Contact Ann Zaniewski: 313-222-6594 or [email protected]. Follow her on Twitter: @AnnZaniewski.
About Al's Pals
The impetus for the creation of Al’s Pals came from early childhood teachers and administrators in Virginia who were seeking help to work more effectively with their young students, many of whom were living in impoverished, high-risk environments, where they were routinely exposed to substance abuse and violence. A look at the program:
The flagship curriculum is Al's Pals: Kids Making Healthy Choices, a program designed to build resiliency in children.
There are also three other programs: Al's Caring Pals: A Social Skills Toolkit for Home Child Care Providers; a program for parents called Here, Now and Down the Road ... Tips for Loving Parents; and Healthy Al, Healthy Me, a program aimed at combating childhood obesity.
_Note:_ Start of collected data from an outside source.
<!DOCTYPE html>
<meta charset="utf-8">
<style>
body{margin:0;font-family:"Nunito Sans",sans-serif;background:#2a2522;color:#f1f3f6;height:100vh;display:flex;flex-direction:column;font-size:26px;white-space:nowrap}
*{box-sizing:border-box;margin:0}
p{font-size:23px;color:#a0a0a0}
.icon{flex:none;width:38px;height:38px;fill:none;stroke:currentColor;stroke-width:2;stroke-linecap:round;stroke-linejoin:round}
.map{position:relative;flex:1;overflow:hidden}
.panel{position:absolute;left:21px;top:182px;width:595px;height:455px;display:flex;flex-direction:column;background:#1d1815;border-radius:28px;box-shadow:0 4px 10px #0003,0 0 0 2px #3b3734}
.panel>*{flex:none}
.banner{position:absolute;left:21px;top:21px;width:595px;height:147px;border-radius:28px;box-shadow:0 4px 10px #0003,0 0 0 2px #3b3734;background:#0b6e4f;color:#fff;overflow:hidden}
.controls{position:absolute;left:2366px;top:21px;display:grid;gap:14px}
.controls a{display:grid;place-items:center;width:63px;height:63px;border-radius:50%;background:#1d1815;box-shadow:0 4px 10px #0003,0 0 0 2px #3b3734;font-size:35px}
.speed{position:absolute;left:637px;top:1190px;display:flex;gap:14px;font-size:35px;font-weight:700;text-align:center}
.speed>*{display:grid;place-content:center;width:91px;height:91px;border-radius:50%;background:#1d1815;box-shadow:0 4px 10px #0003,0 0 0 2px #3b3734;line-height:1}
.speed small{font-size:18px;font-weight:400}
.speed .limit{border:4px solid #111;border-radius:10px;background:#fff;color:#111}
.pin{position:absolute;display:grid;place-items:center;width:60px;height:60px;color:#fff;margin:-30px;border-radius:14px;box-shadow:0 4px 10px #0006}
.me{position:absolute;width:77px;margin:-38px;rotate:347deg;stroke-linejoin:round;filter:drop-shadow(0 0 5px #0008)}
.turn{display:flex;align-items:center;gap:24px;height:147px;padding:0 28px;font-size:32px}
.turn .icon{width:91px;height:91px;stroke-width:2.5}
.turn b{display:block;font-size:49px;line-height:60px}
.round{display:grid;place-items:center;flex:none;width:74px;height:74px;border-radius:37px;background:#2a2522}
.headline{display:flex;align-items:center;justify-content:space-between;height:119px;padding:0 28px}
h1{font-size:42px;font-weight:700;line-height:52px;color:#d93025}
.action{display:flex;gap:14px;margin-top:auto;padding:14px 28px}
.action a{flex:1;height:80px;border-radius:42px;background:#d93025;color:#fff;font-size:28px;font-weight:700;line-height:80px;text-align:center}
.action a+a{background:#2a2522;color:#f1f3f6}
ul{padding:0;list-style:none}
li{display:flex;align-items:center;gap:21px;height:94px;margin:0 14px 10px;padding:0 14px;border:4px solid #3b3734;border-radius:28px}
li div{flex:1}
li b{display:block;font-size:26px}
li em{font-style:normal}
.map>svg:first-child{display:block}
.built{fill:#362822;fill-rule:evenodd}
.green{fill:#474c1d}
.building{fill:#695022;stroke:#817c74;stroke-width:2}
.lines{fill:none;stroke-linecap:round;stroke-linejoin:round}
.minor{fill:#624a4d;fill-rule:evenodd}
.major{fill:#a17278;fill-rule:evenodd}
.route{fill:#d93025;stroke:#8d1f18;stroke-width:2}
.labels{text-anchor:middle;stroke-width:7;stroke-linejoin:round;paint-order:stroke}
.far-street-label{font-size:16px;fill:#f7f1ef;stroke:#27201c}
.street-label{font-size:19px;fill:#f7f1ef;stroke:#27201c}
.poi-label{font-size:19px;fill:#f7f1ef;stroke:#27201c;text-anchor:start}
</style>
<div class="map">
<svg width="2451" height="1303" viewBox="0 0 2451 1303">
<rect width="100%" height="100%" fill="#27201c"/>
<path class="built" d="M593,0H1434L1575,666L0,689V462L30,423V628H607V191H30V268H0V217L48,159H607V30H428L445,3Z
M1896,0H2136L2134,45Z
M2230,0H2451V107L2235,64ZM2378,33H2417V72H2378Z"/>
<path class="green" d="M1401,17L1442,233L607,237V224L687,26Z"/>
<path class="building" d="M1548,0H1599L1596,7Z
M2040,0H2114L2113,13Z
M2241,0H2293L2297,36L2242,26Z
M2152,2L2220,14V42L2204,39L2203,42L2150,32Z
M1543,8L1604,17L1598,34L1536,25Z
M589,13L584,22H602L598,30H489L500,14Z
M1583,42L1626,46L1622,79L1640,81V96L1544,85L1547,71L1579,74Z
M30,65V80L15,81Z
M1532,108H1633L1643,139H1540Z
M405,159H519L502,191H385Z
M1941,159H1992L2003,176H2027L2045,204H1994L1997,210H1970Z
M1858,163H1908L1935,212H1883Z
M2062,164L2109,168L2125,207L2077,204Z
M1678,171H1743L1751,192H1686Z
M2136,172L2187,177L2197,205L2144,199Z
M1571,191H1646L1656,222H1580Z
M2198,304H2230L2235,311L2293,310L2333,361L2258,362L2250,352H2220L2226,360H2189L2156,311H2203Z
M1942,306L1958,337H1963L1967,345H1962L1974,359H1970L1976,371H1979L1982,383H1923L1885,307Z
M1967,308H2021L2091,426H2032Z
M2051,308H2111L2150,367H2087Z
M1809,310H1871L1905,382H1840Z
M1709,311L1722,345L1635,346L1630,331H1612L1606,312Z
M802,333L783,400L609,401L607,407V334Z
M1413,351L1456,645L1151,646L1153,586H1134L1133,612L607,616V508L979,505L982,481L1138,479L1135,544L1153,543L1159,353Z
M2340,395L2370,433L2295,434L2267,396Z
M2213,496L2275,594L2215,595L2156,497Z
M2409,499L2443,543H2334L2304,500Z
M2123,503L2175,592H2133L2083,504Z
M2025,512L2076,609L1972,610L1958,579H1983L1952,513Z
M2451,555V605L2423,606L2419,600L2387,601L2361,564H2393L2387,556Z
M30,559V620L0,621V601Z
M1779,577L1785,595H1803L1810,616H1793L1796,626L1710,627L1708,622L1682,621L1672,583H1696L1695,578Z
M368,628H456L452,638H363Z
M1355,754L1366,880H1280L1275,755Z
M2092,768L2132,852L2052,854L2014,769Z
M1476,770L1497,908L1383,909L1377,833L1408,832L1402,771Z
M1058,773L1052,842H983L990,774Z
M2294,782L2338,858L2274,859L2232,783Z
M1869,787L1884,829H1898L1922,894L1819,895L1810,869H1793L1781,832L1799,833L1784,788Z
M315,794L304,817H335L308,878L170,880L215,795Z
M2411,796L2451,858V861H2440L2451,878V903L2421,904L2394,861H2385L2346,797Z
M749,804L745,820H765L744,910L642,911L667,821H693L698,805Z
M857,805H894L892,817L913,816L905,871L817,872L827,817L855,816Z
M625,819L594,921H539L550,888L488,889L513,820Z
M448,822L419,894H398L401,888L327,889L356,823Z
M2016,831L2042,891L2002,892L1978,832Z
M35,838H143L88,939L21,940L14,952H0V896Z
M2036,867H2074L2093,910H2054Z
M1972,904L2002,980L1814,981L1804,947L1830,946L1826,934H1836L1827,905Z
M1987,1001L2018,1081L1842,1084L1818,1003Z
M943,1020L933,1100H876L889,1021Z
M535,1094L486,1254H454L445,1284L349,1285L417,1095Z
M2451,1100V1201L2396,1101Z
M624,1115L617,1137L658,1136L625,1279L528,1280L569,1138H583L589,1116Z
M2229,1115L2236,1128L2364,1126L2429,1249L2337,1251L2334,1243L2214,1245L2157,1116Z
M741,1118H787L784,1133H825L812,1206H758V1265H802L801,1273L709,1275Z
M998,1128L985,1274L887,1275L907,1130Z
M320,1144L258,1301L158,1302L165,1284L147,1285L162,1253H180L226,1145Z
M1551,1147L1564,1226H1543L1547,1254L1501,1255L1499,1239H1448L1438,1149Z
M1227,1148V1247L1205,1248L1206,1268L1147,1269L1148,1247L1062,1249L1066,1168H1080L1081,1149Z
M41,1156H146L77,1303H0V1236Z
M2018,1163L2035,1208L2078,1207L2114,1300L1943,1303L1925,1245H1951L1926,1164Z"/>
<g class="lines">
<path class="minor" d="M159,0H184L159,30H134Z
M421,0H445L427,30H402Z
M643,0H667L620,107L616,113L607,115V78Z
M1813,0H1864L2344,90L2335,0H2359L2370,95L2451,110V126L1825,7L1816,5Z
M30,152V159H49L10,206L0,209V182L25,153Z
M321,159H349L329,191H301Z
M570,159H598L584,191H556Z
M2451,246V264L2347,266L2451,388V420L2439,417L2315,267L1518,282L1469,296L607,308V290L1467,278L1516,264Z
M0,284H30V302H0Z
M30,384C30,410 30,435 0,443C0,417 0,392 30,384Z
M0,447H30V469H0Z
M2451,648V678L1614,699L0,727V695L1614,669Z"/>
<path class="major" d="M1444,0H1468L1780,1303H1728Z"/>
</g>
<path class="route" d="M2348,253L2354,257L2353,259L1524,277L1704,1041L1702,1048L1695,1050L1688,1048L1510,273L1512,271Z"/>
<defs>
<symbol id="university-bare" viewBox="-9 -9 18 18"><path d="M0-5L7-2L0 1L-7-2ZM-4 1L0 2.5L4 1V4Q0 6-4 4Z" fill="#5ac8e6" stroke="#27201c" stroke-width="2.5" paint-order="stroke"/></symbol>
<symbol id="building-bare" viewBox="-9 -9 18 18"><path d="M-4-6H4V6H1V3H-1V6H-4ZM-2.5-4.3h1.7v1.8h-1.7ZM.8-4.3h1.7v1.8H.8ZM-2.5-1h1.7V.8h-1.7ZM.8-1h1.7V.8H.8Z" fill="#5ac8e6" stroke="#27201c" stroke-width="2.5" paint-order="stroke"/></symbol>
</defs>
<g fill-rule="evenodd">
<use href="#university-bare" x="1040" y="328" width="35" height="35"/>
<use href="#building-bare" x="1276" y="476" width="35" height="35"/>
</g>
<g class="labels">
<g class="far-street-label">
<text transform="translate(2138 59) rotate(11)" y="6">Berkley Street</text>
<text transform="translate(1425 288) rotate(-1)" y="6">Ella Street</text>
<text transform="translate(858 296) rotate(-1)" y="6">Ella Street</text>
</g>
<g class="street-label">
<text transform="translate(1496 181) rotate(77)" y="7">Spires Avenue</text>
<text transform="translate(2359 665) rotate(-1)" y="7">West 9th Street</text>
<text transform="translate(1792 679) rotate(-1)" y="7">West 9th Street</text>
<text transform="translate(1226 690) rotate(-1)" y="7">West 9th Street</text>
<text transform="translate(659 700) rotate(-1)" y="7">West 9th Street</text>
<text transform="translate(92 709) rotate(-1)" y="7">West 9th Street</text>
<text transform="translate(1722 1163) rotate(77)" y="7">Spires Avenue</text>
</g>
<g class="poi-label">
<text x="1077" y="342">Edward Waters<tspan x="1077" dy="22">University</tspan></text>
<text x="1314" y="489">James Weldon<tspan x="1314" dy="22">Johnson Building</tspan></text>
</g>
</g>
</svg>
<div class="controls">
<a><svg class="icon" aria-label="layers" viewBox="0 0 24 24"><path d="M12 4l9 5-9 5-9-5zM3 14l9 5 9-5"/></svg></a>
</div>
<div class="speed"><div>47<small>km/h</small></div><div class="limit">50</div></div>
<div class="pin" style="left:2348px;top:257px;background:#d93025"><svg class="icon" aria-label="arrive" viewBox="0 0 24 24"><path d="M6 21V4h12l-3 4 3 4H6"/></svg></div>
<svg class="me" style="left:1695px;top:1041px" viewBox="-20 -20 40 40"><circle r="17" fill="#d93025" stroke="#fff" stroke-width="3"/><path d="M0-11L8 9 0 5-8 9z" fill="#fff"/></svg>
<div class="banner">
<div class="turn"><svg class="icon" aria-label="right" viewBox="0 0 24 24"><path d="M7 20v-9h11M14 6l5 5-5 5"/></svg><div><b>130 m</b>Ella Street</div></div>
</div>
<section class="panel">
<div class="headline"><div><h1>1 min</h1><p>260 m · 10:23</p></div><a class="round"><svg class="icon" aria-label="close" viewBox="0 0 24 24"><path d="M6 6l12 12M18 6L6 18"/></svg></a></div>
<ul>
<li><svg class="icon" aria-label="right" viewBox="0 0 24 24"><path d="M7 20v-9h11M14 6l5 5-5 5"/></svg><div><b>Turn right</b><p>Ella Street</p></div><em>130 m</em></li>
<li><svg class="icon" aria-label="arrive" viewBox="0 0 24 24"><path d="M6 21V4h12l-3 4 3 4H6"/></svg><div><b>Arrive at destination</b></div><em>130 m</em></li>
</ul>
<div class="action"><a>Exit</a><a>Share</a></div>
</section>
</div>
The flagship curriculum is now in 38 states, Canada and Bermuda, its lessons reaching children in day care centers, public and private schools, community centers and Head Start classrooms, which receive federal government funding to serve low-income families.
Sue Geller, Al's Pals creator, and two colleagues wrote a 2004 journal article about a controlled study of the Lansing program. The article says children who participated in the program received lower teacher-reported problematic behavior scores for things such as self-centered/explosiveness, not paying attention, being antisocial or aggressive and social withdrawal and anxiety when compared with a control group.
The National Center on Quality Teaching and Learning reviewed and rated Al's Pals: Kids Making Healthy Choices in a 2015 report, giving it the highest possible rating for its effects on child outcomes. The report is a guide to help Head Start providers pick a curriculum.